Thierry took the stern, from where he could steer. Alphonse sat sideways in the bow, where he raised the mast and set the sail, before furling it back up. Knox and Lucia each sat on one of the thin central slats. There was so little wind that Thierry and Alphonse grabbed a paddle each, went to work. Knox found a third paddle for himself. It was chiselled from heavy wood, but he soon picked up the rhythm, their blades banging like heartbeats against the pirogue’s hull.
He glanced back at the shore. The man in the black shirt was walking along the beach, almost as though keeping pace with them. After Mikhail’s death, Knox had lived in constant fear that some lowlife would learn his identity and that he had a five million euro bounty on his head. But the years had passed without incident, and he’d come to think himself safe. He remembered suddenly the nearness of the man in the alley, the flicker of frustration upon his face, and his old fear returned with such force that he half-missed his next stroke, splashing seawater into Thierry’s midriff. He turned to apologise and sort himself out, and by the time he looked again towards the shore, the man in the black shirt had vanished.

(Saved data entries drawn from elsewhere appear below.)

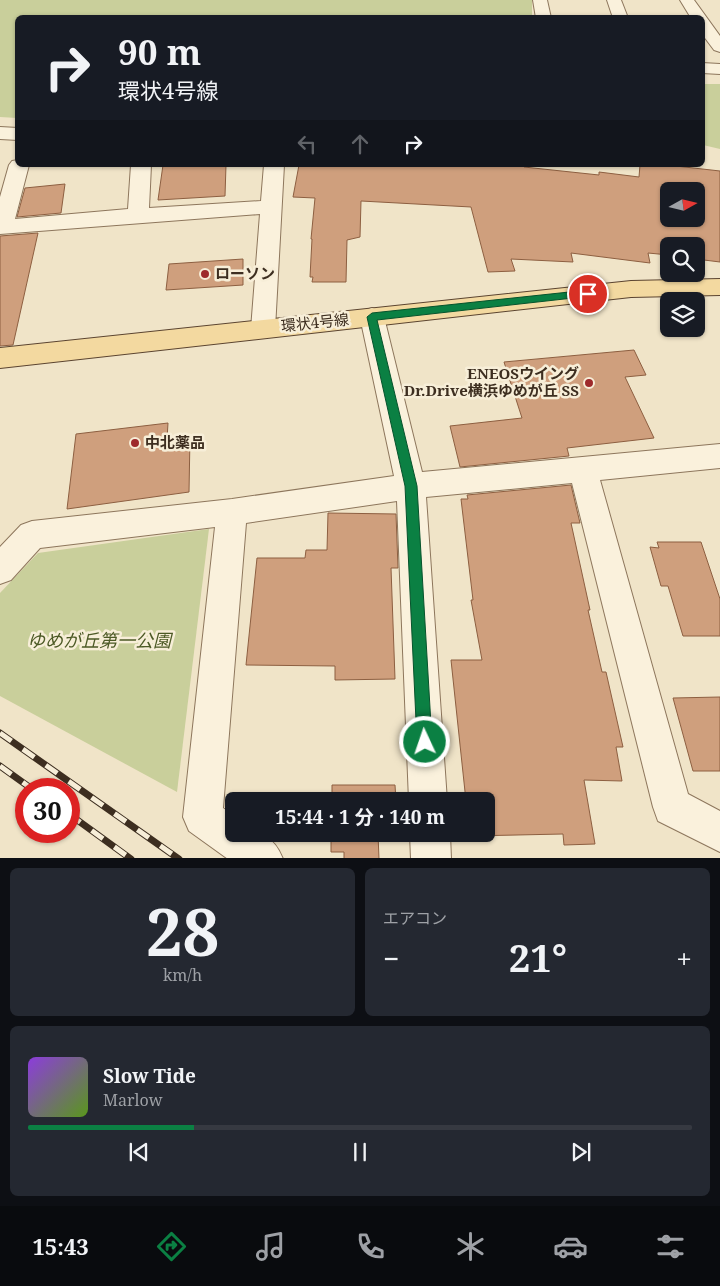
<!DOCTYPE html>
<html lang="ja">
<meta charset="utf-8">
<style>
body{margin:0;font-family:"Noto Serif","Noto Sans JP",serif;background:#242831;color:#f1f3f6;height:100vh;display:flex;flex-direction:column;font-size:19px;white-space:nowrap}
*{box-sizing:border-box;margin:0}
p{font-size:16px;color:#9ea1a6}
.icon{flex:none;width:28px;height:28px;fill:none;stroke:currentColor;stroke-width:2;stroke-linecap:round;stroke-linejoin:round}
.map{position:relative;height:858px;overflow:hidden}
.panel{display:flex;flex-direction:column;gap:10px;padding:10px;background:#0d0f14;flex:1}
.panel>*{flex:none}
.top-card{position:absolute;left:15px;top:15px;width:690px;height:152px;border-radius:8px;box-shadow:0 1px 4px #0004;background:#171b24;color:#f1f3f6;overflow:hidden}
.needle{width:32px;rotate:82deg}
.controls{position:absolute;left:660px;top:182px;display:grid;gap:10px}
.controls a{display:grid;place-items:center;width:45px;height:45px;border-radius:8px;background:#171b24;box-shadow:0 1px 4px #0004;font-size:25px}
.speed{position:absolute;left:15px;top:778px;display:flex;gap:10px;font-size:25px;font-weight:700;text-align:center}
.speed>*{display:grid;place-content:center;width:65px;height:65px;border-radius:50%;background:#171b24;box-shadow:0 1px 4px #0004;line-height:1}
.speed .limit{border:8px solid #d22;background:#fff;color:#111}
.pin{position:absolute;display:grid;place-items:center;width:42px;height:42px;color:#fff;margin:-21px;border:2px solid #fff;border-radius:50%;box-shadow:0 1px 5px #0007}
.me{position:absolute;width:55px;margin:-28px;rotate:357deg;stroke-linejoin:round;filter:drop-shadow(0 0 4px #0008)}
.turn{display:flex;align-items:center;gap:18px;height:105px;padding:0 20px;font-size:22px}
.turn .icon{width:65px;height:65px;stroke-width:2.5}
.turn b{display:block;font-size:35px;line-height:42px}
.lanes{display:flex;align-items:center;height:48px;padding:0 20px;background:#0003;justify-content:center;gap:25px;direction:ltr}
.lanes .off{opacity:.35}
.big{font-size:38px;font-weight:700;line-height:1.1}
.panel .widget{flex:1;display:flex;flex-direction:column;justify-content:center;gap:8px;min-width:0;padding:0 18px;border-radius:8px;background:#242831}
.panel .dial{align-items:center;gap:0}
.dial b{font-size:65px;line-height:1}
.song{display:flex;align-items:center;gap:15px}
.cover{width:60px;height:60px;border-radius:8px;background:linear-gradient(135deg,hsl(270 70% 55%),hsl(90 70% 35%))}
.played{height:5px;border-radius:2px;background:linear-gradient(90deg,#0b8043 25%,#363941 25%)}
.keys{display:flex;justify-content:space-around;direction:ltr}
.heat{display:flex;justify-content:space-between;align-items:center;font-size:28px;direction:ltr}
.panel .tiles{flex:1;display:grid;gap:10px;grid-template-columns:1fr 1fr}
.widget:last-child{grid-column:span 2}
.trip{position:absolute;left:225px;top:792px;width:270px;height:50px;border-radius:8px;background:#171b24;box-shadow:0 1px 4px #0004;font-weight:700;line-height:50px;text-align:center}
.dock{display:flex;height:80px;justify-content:space-around;align-items:center;background:#090b0e;color:#9ea1a6}
.dock .icon{width:35px;height:35px}
.dock .active{color:#0b8043}
.dock b{font-size:22px;color:#f1f3f6}
.map>svg:first-child{display:block}
.green{fill:#c9cf9b}
.building{fill:#cf9f7d;stroke:#8d5f41;fill-rule:evenodd}
.lines{fill:none;stroke-linecap:round;stroke-linejoin:round}
.minor-casing{stroke:#8d765c;stroke-width:2}
.major-casing{stroke:#5b4430;stroke-width:2}
.minor{fill:#faf1dc;fill-rule:evenodd}
.major{fill:#f3d9a0;fill-rule:evenodd}
.rail-casing{stroke:#3d2e20;stroke-width:7}
.rail{stroke:#f7eed8;stroke-width:5;stroke-dasharray:14;stroke-linecap:butt}
.route{fill:#0b8043;stroke:#07532c}
.poi-dot{fill:#9e2a2b;stroke:#f7eed8;stroke-width:2}
.labels{text-anchor:middle;stroke-width:5;stroke-linejoin:round;paint-order:stroke}
.poi-label{font-size:15px;font-weight:bold;fill:#3d2e20;stroke:#f7eed8;text-anchor:start}
.street-label{font-size:15px;fill:#3d2e20;stroke:#f7eed8}
.near-park-label{font-size:18px;font-style:italic;fill:#4d5a26;stroke:#f7eed8}
</style>
<div class="map">
<svg width="720" height="859" viewBox="0 0 720 859">
<rect width="100%" height="100%" fill="#f0e4c8"/>
<g class="green">
<path d="M0,0h532v18h-514l-1,100 -17,-1z"/>
<path d="M702,84h18v65l-17,-4z"/>
<path d="M209,529l-32,263 -177,-96v-103l38,-40z"/>
</g>
<g class="building">
<path d="M163,165h63l-1,31 -67,4z"/>
<path d="M299,165h225v2l75,8v-3l40,5 1,-12h27l53,6v91l-24,-3v-13h-27v9l-21,-2 2,10 -79,-10 2,9 -62,-3 4,12 -27,1 -17,-65 -110,-6 -1,36 -13,3 -1,42h-34l1,-5h-3l2,-38h-1l4,-41 -22,-1zM669,191h27v28h-27z"/>
<path d="M65,184l-4,29 -44,4 8,-29z"/>
<path d="M38,233l-25,112 -13,1v-110z"/>
<path d="M243,259v26l-77,5 3,-26z"/>
<path d="M634,350l12,25 -21,2 29,61 -87,10 2,8 -109,11 -10,-41 72,-8 -18,-56z"/>
<path d="M168,423l-1,16 23,-3 -1,56 -122,17 9,-75z"/>
<path d="M571,485l9,38h-9l19,87h-2l14,62h4l17,75h-7l6,34 -38,-1 11,64 -31,1 -1,-11 -93,2 -1,-2h17v-33h-20l-15,-141h31l-11,-60h2l-12,-101h7l-1,-4z"/>
<path d="M328,513l68,1 2,54h-7l4,111 -60,1v-14l-89,-1 11,-107h48l1,-8h21z"/>
<path d="M657,542h44l19,57v37h-37l-15,-50h-7l-11,-39 9,1z"/>
<path d="M720,697v74h-27l-20,-73z"/>
<path d="M332,785h63l1,16h-64z"/>
<path d="M331,834h65h-18l1,25h-35v-7h-13z"/>
</g>
<g class="lines">
<defs>
<g id="minor">
<path d="M533,0h14l4,18h-15z"/>
<path d="M607,0h14l7,18h-15z"/>
<path d="M680,0h14l26,36v16l-6,-2 -12,-16v-16h-11z"/>
<path d="M702,63l18,1v10l-18,-1z"/>
<path d="M0,127l18,1v12l-18,-1z"/>
<path d="M18,160v5h11l-14,54 113,-10 3,-44h20l-2,43 112,-7 3,-36h20l-9,164 -3,6 -9,3 -9,-3 -3,-6 9,-115 -260,20v-37l9,-32 3,-4z"/>
<path d="M372,308l9,3 3,6 38,155 298,-28v24l-120,12 88,314 32,17v41l-62,-31 -5,-14 -81,-324 -146,14 21,304h-38l-12,-300 -151,22 -23,285 11,7v19c25,0 38,-2 49,25h-55l-39,-28 -6,-14 32,-290 -175,21 -29,32 -11,4v-37l21,-22 11,-4 200,-22 162,-23 -34,-159 3,-6z"/>
<path d="M410,834h40l1,25h-40z"/>
</g>
<path id="major" d="M720,279v16l-89,2 -631,71v-20l631,-67z"/>
</defs>
<use href="#minor" class="minor-casing"/>
<use href="#major" class="major-casing"/>
<use href="#minor" class="minor"/>
<use href="#major" class="major"/>
<defs>
<g id="rail">
<path d="M0,733l179,126"/>
<path d="M0,766l32,23"/>
<path d="M69,814l62,45"/>
</g>
</defs>
<use href="#rail" class="rail-casing"/>
<use href="#rail" class="rail"/>
</g>
<path class="route" d="M588,290l3,1v5l-214,24 40,166 15,256 -2,6 -5,2 -6,-2 -2,-6 -12,-256 -38,-169 5,-4z"/>
<g class="poi-dot">
<circle cx="205" cy="274" r="5"/>
<circle cx="589" cy="383" r="5"/>
<circle cx="135" cy="443" r="5"/>
</g>
<g class="labels">
<g class="poi-label">
<text x="215" y="279">ローソン</text>
<text x="579" y="379" text-anchor="end">ENEOSウイング<tspan x="579" dy="17">Dr.Drive横浜ゆめが丘 SS</tspan></text>
<text x="145" y="448">中北薬品</text>
</g>
<g class="street-label">
<text transform="translate(315 323) rotate(-6)" y="5">環状4号線</text>
</g>
<g class="near-park-label">
<text x="99" y="647">ゆめが丘第一公園</text>
</g>
</g>
</svg>
<div class="controls">
<a><svg class="needle" viewBox="-14 -14 28 28"><path d="M0-13l5 13h-10z" fill="#e53935"/><path d="M0 13l5-13h-10z" fill="#9ea1a6"/></svg></a>
<a><svg class="icon" aria-label="search" viewBox="0 0 24 24"><circle cx="10" cy="10" r="6"/><path d="M15 15l6 6"/></svg></a>
<a><svg class="icon" aria-label="layers" viewBox="0 0 24 24"><path d="M12 4l9 5-9 5-9-5zM3 14l9 5 9-5"/></svg></a>
</div>
<div class="speed"><div class="limit">30</div></div>
<div class="pin" style="left:588px;top:294px;background:#d93025"><svg class="icon" aria-label="arrive" viewBox="0 0 24 24"><path d="M6 21V4h12l-3 4 3 4H6"/></svg></div>
<svg class="me" style="left:425px;top:742px" viewBox="-20 -20 40 40"><circle r="17" fill="#0b8043" stroke="#fff" stroke-width="3"/><path d="M0-11L8 9 0 5-8 9z" fill="#fff"/></svg>
<div class="trip">15:44 · 1 分 · 140 m</div>
<div class="top-card">
<div class="turn"><svg class="icon" aria-label="right" viewBox="0 0 24 24"><path d="M7 20v-9h11M14 6l5 5-5 5"/></svg><div><b>90 m</b>環状4号線</div></div>
<div class="lanes"><svg class="icon off" aria-label="left" viewBox="0 0 24 24"><path d="M17 20v-9H6M10 6l-5 5 5 5"/></svg><svg class="icon off" aria-label="ahead" viewBox="0 0 24 24"><path d="M12 20V5M6 11l6-6 6 6"/></svg><svg class="icon" aria-label="right" viewBox="0 0 24 24"><path d="M7 20v-9h11M14 6l5 5-5 5"/></svg></div>
</div>
</div>
<section class="panel">
<div class="tiles">
<div class="widget dial"><b>28</b><p>km/h</p></div>
<div class="widget"><p>エアコン</p>
<div class="heat"><a>−</a><b class="big">21°</b><a>+</a></div>
</div>
<div class="widget">
<div class="song"><i class="cover"></i><div><b>Slow Tide</b><p>Marlow</p></div></div>
<div class="played"></div>
<div class="keys"><svg class="icon" aria-label="previous" viewBox="0 0 24 24"><path d="M18 5L8 12l10 7zM5 5v14"/></svg><svg class="icon" aria-label="pause" viewBox="0 0 24 24"><path d="M8 5v14M16 5v14"/></svg><svg class="icon" aria-label="next" viewBox="0 0 24 24"><path d="M6 5l10 7-10 7zM19 5v14"/></svg></div>
</div>
</div>
</section>
<nav class="dock">
<b>15:43</b>
<svg class="icon active" aria-label="directions" viewBox="0 0 24 24"><path d="M12 3l9 9-9 9-9-9zM9 14v-3h6M13 9l2 2-2 2"/></svg>
<svg class="icon" aria-label="music" viewBox="0 0 24 24"><path d="M9 18V5l10-2v13"/><circle cx="6" cy="18" r="3"/><circle cx="16" cy="16" r="3"/></svg>
<svg class="icon" aria-label="phone" viewBox="0 0 24 24"><path d="M5 4h4l2 5-3 2q2 4 5 5l2-3 5 2v4C11 20 4 13 5 4z"/></svg>
<svg class="icon" aria-label="climate" viewBox="0 0 24 24"><path d="M12 3v18M4 7l16 10M4 17L20 7"/></svg>
<svg class="icon" aria-label="car" viewBox="0 0 24 24"><path d="M5 17H2v-5l4-1 3-4h7l3 4 3 1v5h-3M9 17h6M6 11h13"/><circle cx="7" cy="17" r="2"/><circle cx="17" cy="17" r="2"/></svg>
<svg class="icon" aria-label="filters" viewBox="0 0 24 24"><path d="M4 7h16M4 17h16"/><circle cx="9" cy="7" r="2"/><circle cx="15" cy="17" r="2"/></svg>
</nav>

TWELVE (#ulink_21699ab8-0a47-50bc-bd9b-8247918169f6)
I
The road north from Tulear was even worse than Rebecca remembered. It was just about acceptable for the first twenty kilometres or so, but then it disintegrated into a track of sand, rock and rutted mud that eventually petered out into nothing a little north of Eden. Even making allowances for its wretched state, however, Zanahary drove like a flustered nun, inching across the occasional hazards like they were unexploded ordnance. It grew too much for Rebecca to bear. ‘Let me drive,’ she said.
Zanahary shook his head. ‘Insurance,’ he said.
‘Then let’s at least take a break,’ she said. ‘I need to stretch my legs.’
He pulled over gladly, reaching for his cigarettes even as he threw open his door. She waited till he was out then slid across into his seat, locked the door from the inside, turned on the ignition and pulled away. There were tears in his eyes when she slowed enough for him to catch up and clamber in the passenger side. He stamped on invisible brakes as she sped away along the track, twisting in his seat and muffling shrieks. Perversely, his fear only made Rebecca all the more rash. She came too fast upon an archipelago of rocks, hit one hard with her front right, bounced clear into the air. She cursed out loud; that was an axle gone for sure. It was a nightmare breaking down on these roads; you could wait forever for another vehicle. But somehow they landed between two hummocks and then bounded on to safe, soft sand. It was a dreadful, reckless piece of driving; it braced her and made her careful. But on Zanahary it had the opposite effect. ‘You drive like my brother,’ he said, as though fear was now pointless. ‘He mad too.’